Exercise - Search the records below for the string "stop" and copy each line where it turns up.

Information given -

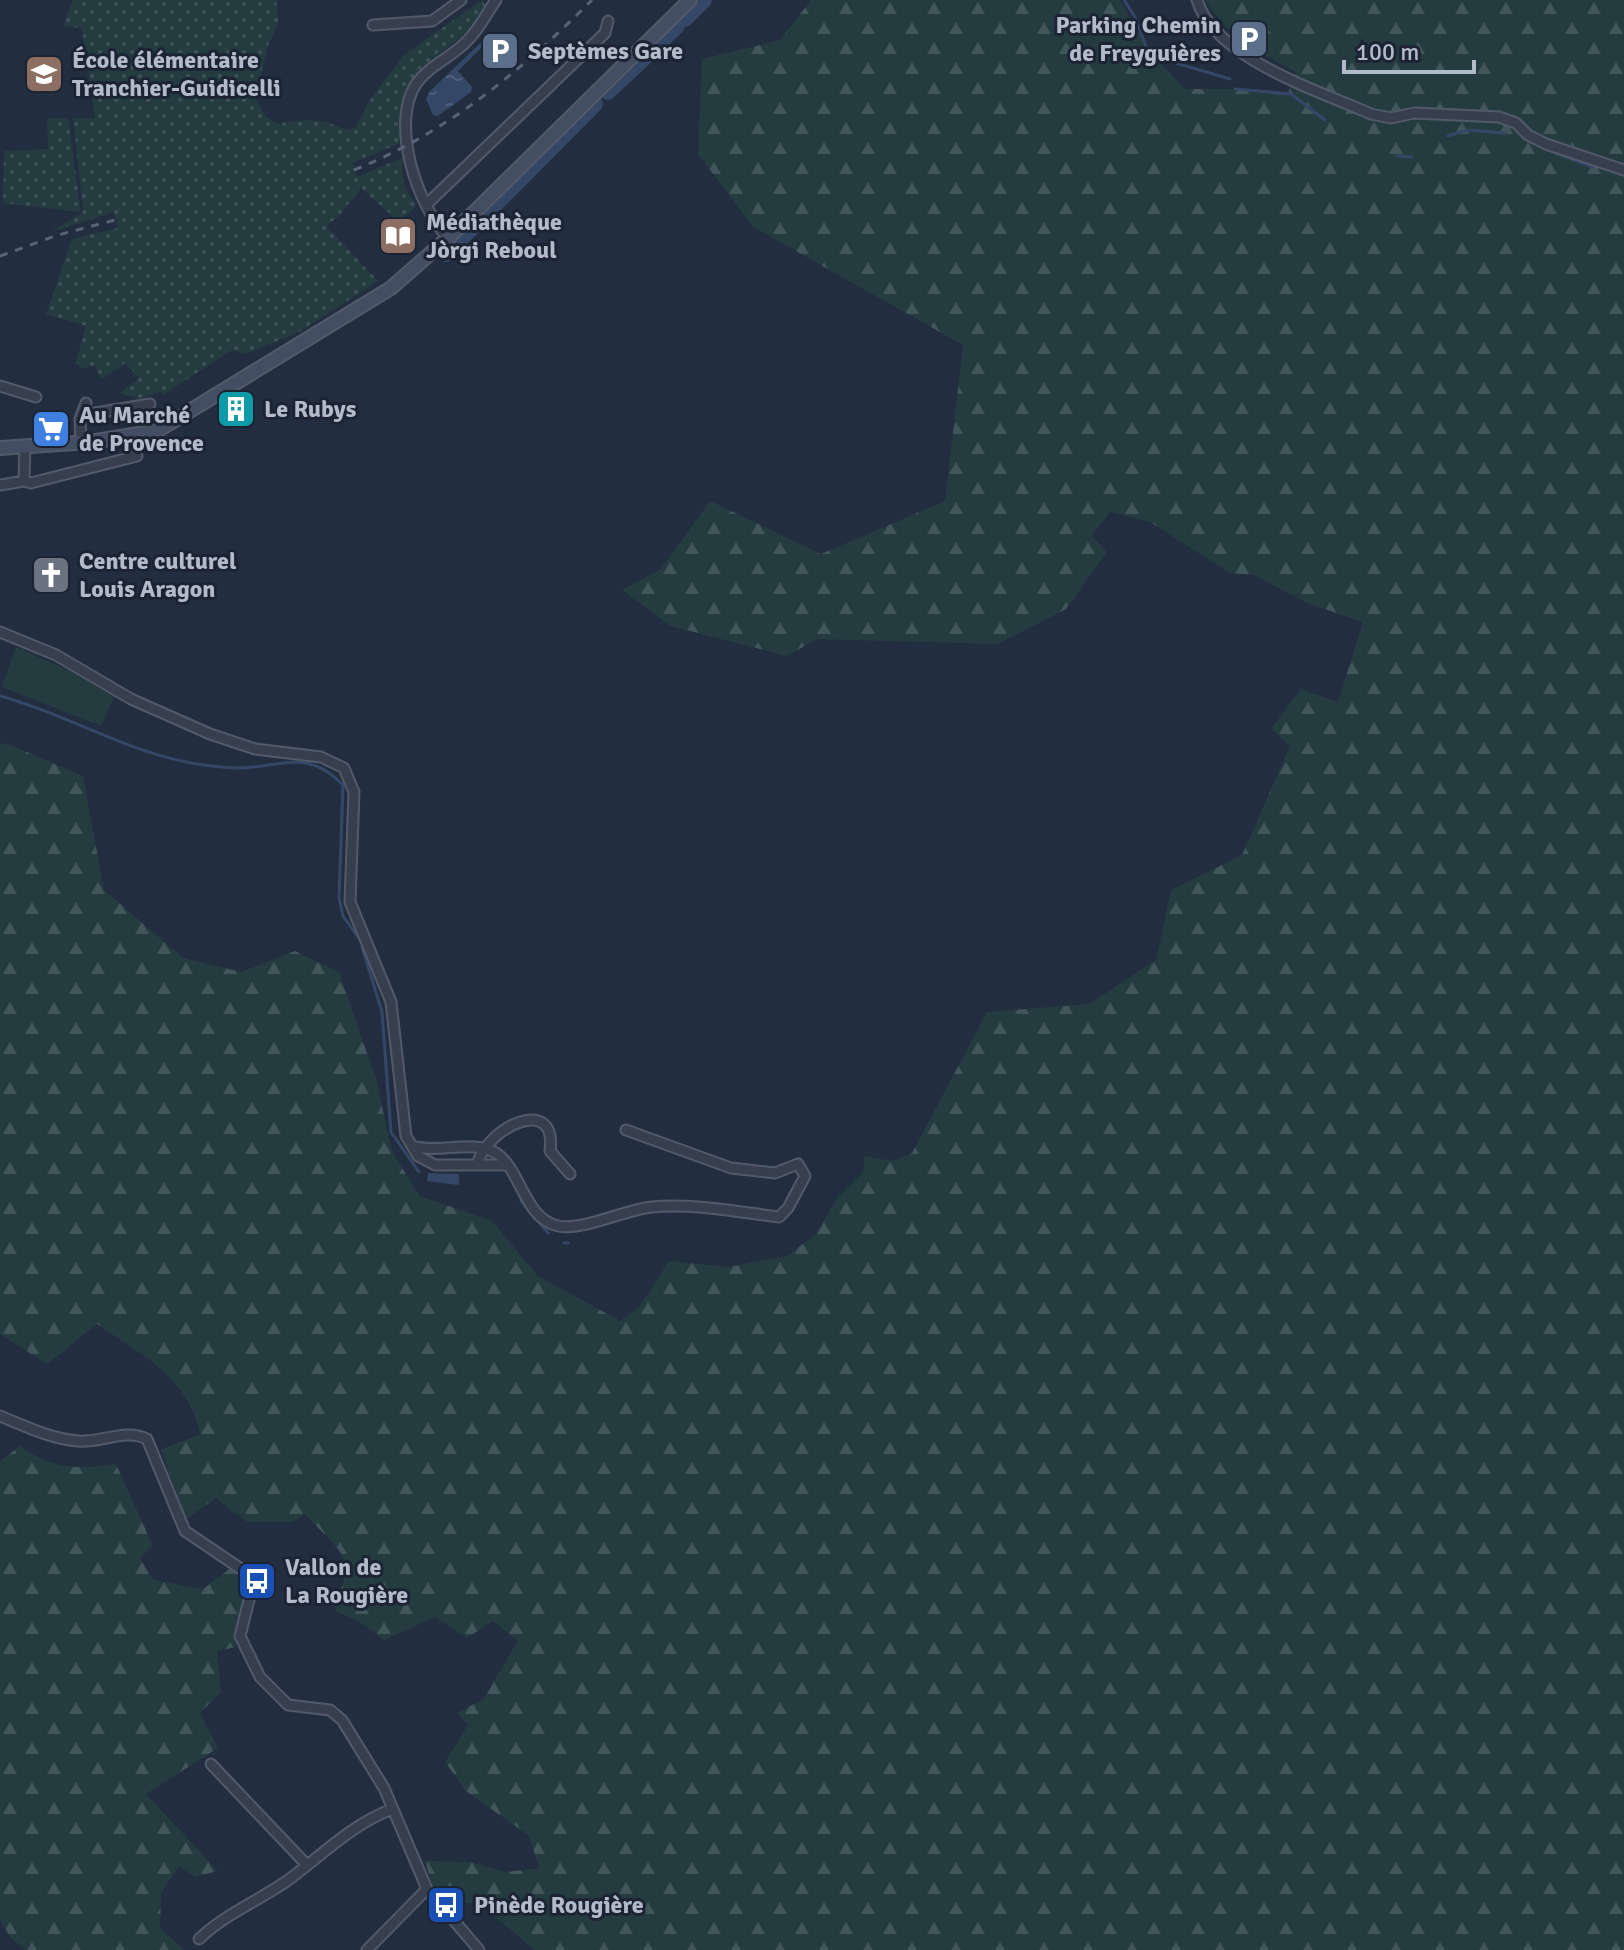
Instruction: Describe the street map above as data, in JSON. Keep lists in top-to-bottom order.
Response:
{
  "places": {
    "parking": ["Parking Chemin de Freyguières", "Septèmes Gare"],
    "school or university": ["École élémentaire Tranchier-Guidicelli"],
    "library": ["Médiathèque Jòrgi Reboul"],
    "building": ["Le Rubys"],
    "supermarket": ["Au Marché de Provence"],
    "church": ["Centre culturel Louis Aragon"],
    "bus stop": ["Vallon de La Rougière", "Pinède Rougière"]
  },
  "scale_bar": "100 m"
}
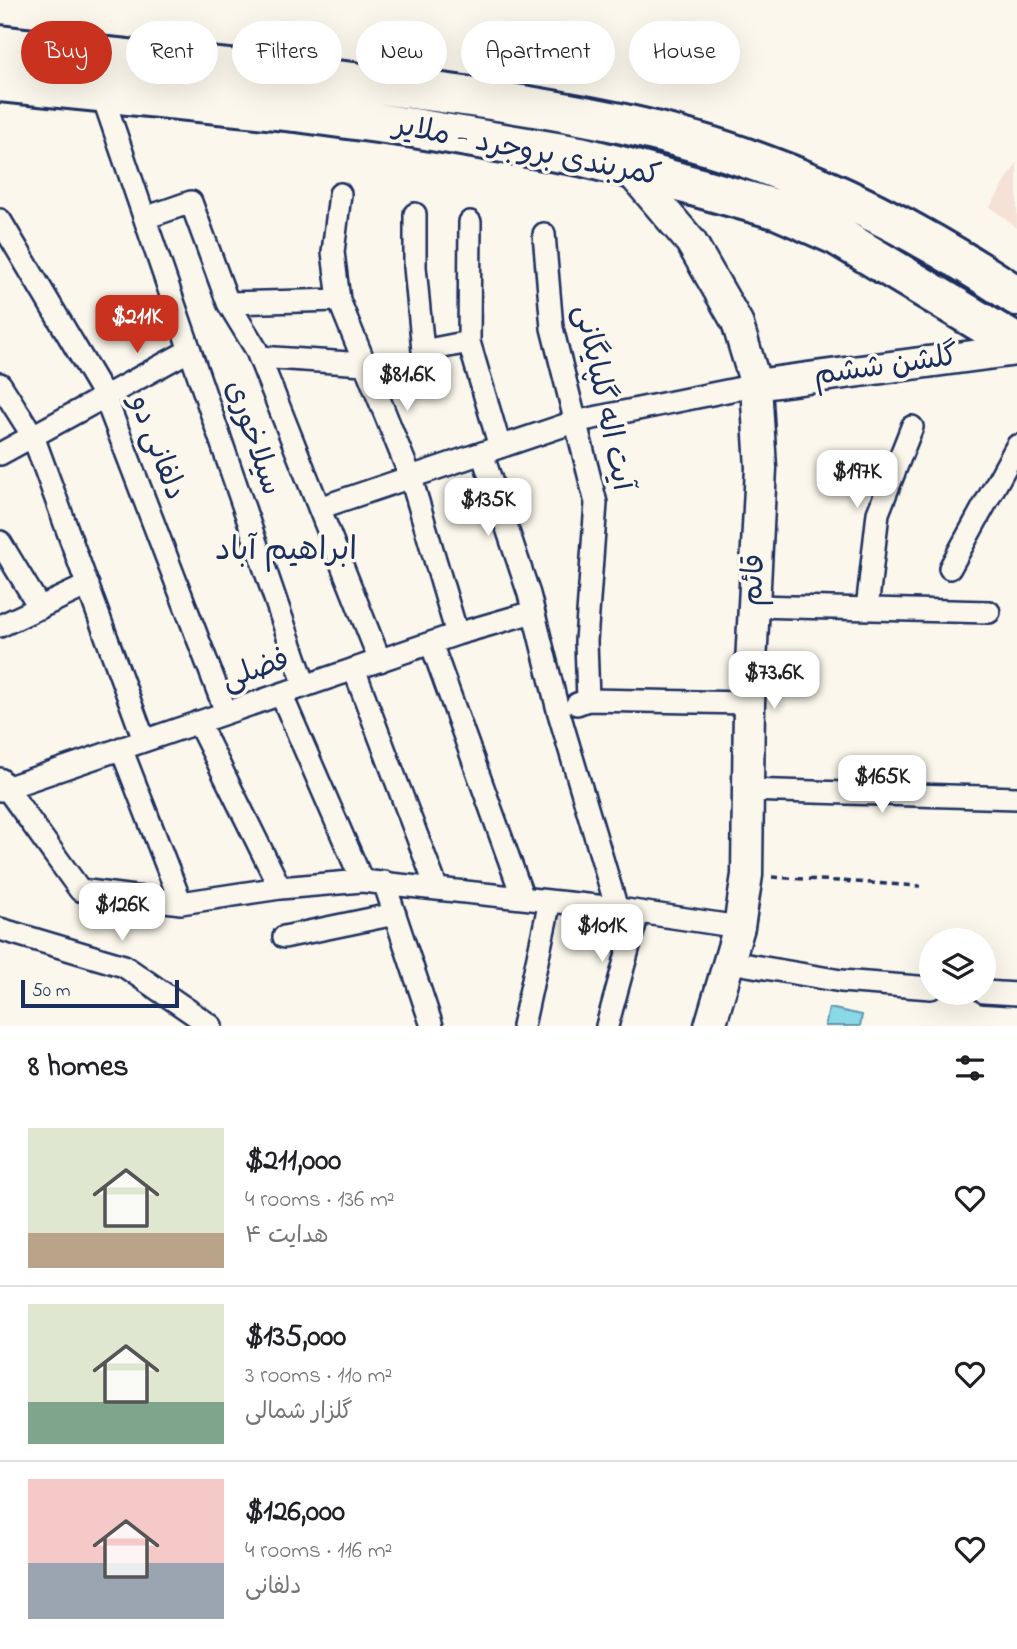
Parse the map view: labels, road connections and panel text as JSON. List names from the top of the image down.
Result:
{
  "streets": {
    "highway": ["کمربندی بروجرد - ملایر"],
    "street": [
      "گلشن ششم",
      "آیت اله گلپایگانی",
      "سیلاخوری",
      "دلفانی دو",
      "قائم",
      "فضلی"
    ]
  },
  "crossings": [
    ["کمربندی بروجرد - ملایر", "سیلاخوری"],
    ["کمربندی بروجرد - ملایر", "قائم"],
    ["گلشن ششم", "قائم"],
    ["سیلاخوری", "فضلی"],
    ["دلفانی دو", "فضلی"]
  ],
  "districts": ["ابراهیم آباد"],
  "scale_bar": "50 m",
  "page": {
    "chip": [
      "Buy",
      "Rent",
      "Filters",
      "New",
      "Apartment",
      "House"
    ],
    "price": [
      "$211K",
      "$81.6K",
      "$197K",
      "$135K",
      "$73.6K",
      "$165K",
      "$126K",
      "$101K"
    ],
    "scale": "50 m",
    "heading": "8 homes",
    "list": [
      {
        "name": "$211,000",
        "note": "4 rooms · 136 m² · هدایت ۴"
      },
      {
        "name": "$135,000",
        "note": "3 rooms · 110 m² · گلزار شمالی"
      },
      {
        "name": "$126,000",
        "note": "4 rooms · 116 m² · دلفانی"
      }
    ]
  }
}
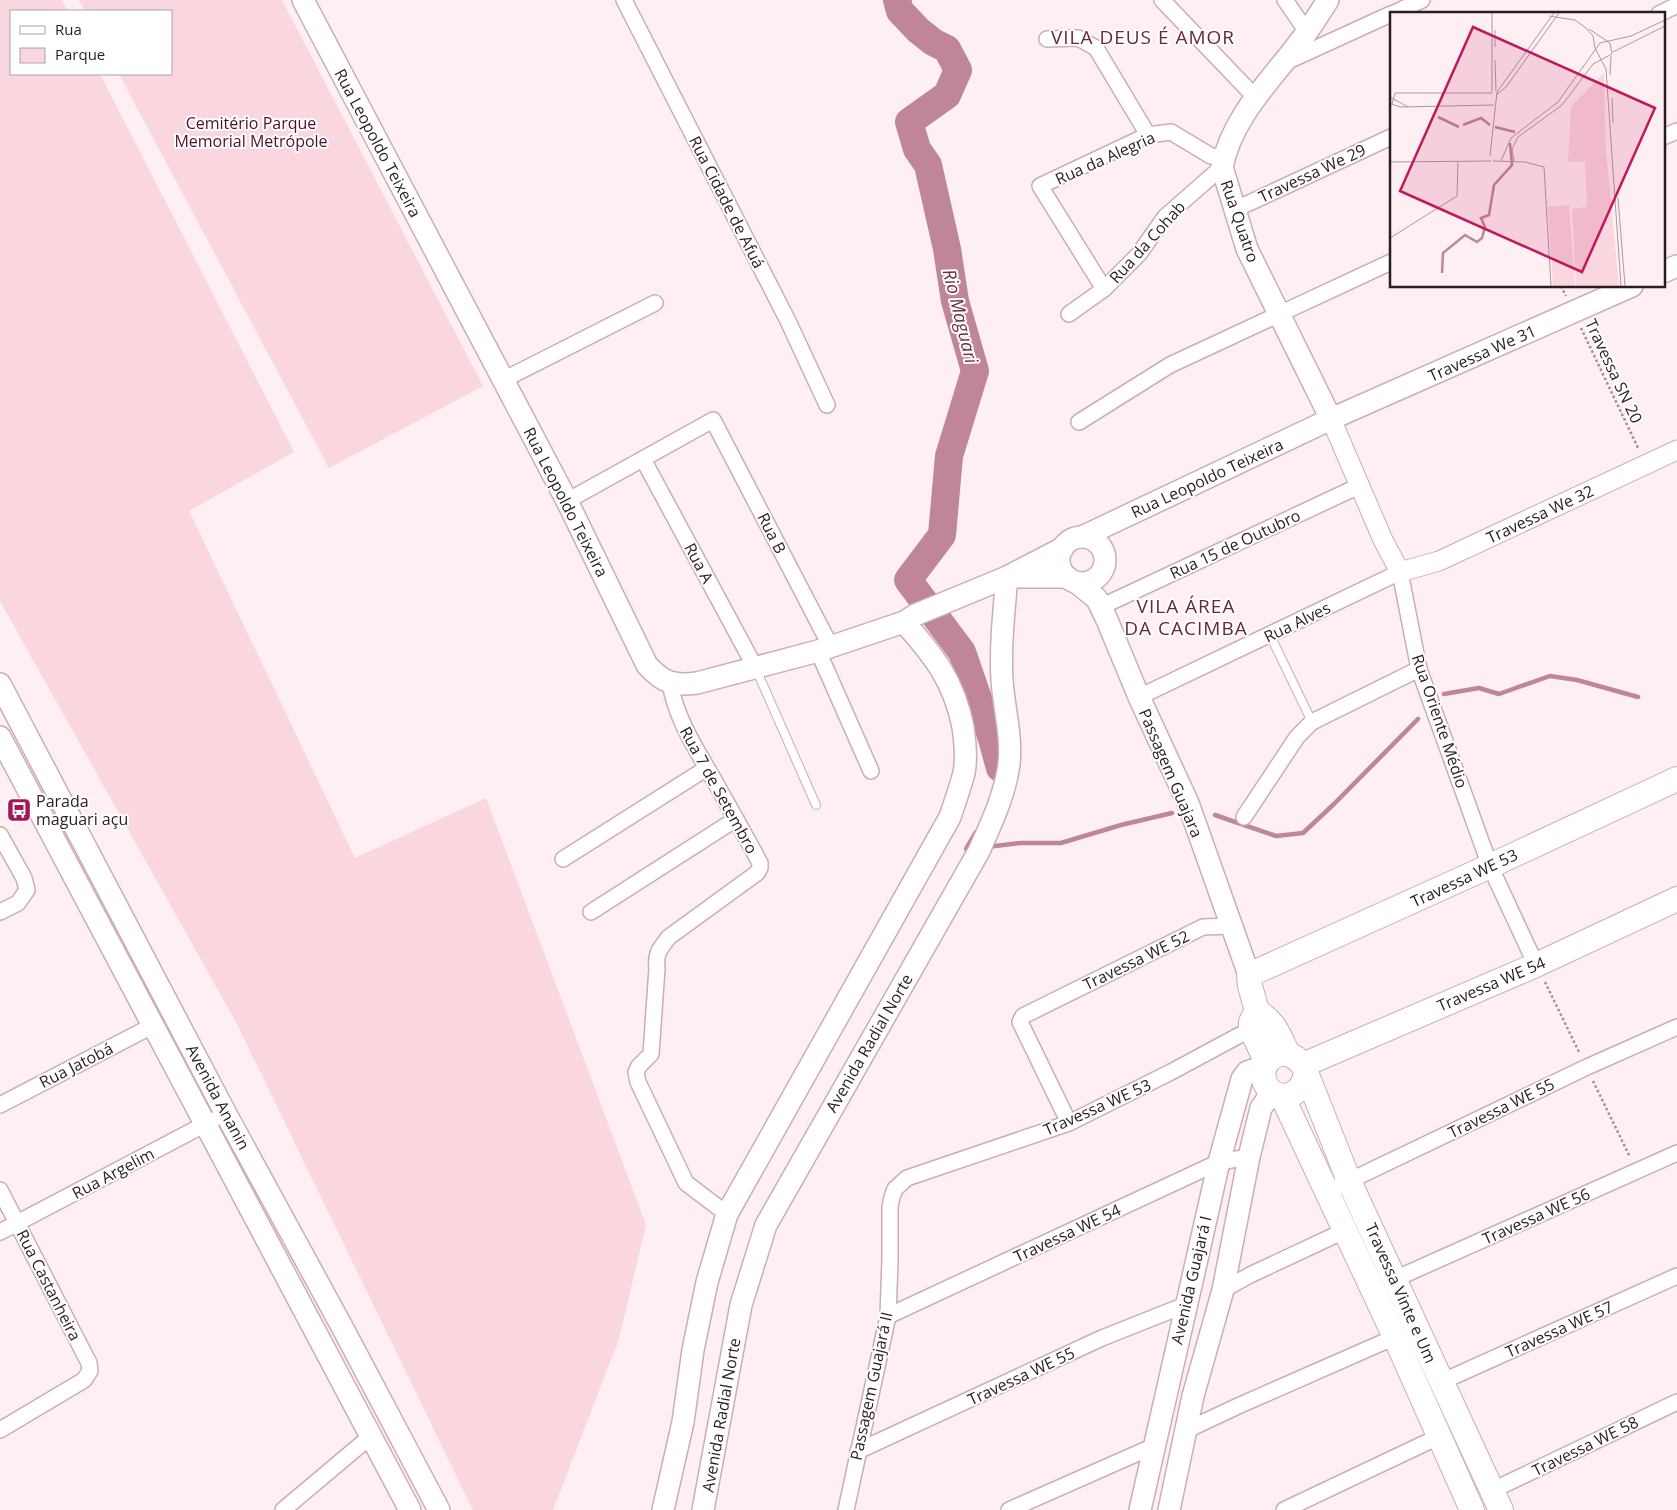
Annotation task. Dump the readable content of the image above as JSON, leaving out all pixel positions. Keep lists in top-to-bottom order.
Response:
{
  "streets": {
    "main road": [
      "Rua Leopoldo Teixeira",
      "Rua Quatro",
      "Travessa We 31",
      "Passagem Guajara",
      "Travessa WE 53",
      "Travessa WE 54",
      "Avenida Radial Norte",
      "Avenida Ananin",
      "Avenida Guajará I",
      "Travessa Vinte e Um"
    ],
    "street": [
      "Rua da Alegria",
      "Travessa We 29",
      "Rua Cidade de Afuá",
      "Rua da Cohab",
      "Travessa We 32",
      "Rua B",
      "Rua 15 de Outubro",
      "Rua A",
      "Rua Alves",
      "Rua Oriente Médio",
      "Rua 7 de Setembro",
      "Travessa WE 52",
      "Rua Jatobá",
      "Travessa WE 55",
      "Rua Argelim",
      "Travessa WE 56",
      "Rua Castanheira",
      "Travessa WE 57",
      "Passagem Guajará II",
      "Travessa WE 58"
    ],
    "path": ["Travessa SN 20"]
  },
  "crossings": [
    ["Rua Leopoldo Teixeira", "Rua Quatro"],
    ["Rua Leopoldo Teixeira", "Travessa We 31"],
    ["Rua Leopoldo Teixeira", "Passagem Guajara"],
    ["Rua Leopoldo Teixeira", "Rua 7 de Setembro"],
    ["Rua da Alegria", "Rua Quatro"],
    ["Rua da Alegria", "Rua da Cohab"],
    ["Travessa We 29", "Rua Quatro"],
    ["Rua Quatro", "Rua da Cohab"],
    ["Rua Quatro", "Travessa We 31"],
    ["Travessa We 31", "Travessa SN 20"],
    ["Travessa SN 20", "Travessa We 32"],
    ["Travessa We 32", "Rua Alves"],
    ["Travessa We 32", "Rua Oriente Médio"],
    ["Rua B", "Rua A"],
    ["Rua 15 de Outubro", "Passagem Guajara"],
    ["Rua Alves", "Rua Oriente Médio"],
    ["Rua Alves", "Passagem Guajara"],
    ["Rua Oriente Médio", "Travessa WE 53"],
    ["Rua Oriente Médio", "Travessa WE 54"],
    ["Passagem Guajara", "Travessa WE 53"],
    ["Passagem Guajara", "Travessa WE 52"],
    ["Travessa WE 53", "Travessa WE 52"],
    ["Travessa WE 53", "Passagem Guajará II"],
    ["Travessa WE 54", "Avenida Guajará I"],
    ["Travessa WE 54", "Travessa Vinte e Um"],
    ["Travessa WE 54", "Passagem Guajará II"],
    ["Rua Jatobá", "Avenida Ananin"],
    ["Avenida Ananin", "Rua Argelim"],
    ["Travessa WE 55", "Avenida Guajará I"],
    ["Travessa WE 55", "Travessa Vinte e Um"],
    ["Travessa WE 55", "Passagem Guajará II"],
    ["Rua Argelim", "Rua Castanheira"],
    ["Travessa WE 56", "Travessa Vinte e Um"],
    ["Avenida Guajará I", "Travessa Vinte e Um"],
    ["Travessa Vinte e Um", "Travessa WE 57"],
    ["Travessa Vinte e Um", "Travessa WE 58"]
  ],
  "districts": ["VILA DEUS É AMOR", "VILA ÁREA DA CACIMBA"],
  "water": ["Rio Maguari"],
  "parks": ["Cemitério Parque Memorial Metrópole"],
  "places": {
    "bus stop": ["Parada maguari açu"]
  },
  "legend": ["Rua", "Parque"]
}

Answer for this exercise -
    "bus stop": ["Vallon de La Rougière", "Pinède Rougière"]
    "bus stop": ["Parada maguari açu"]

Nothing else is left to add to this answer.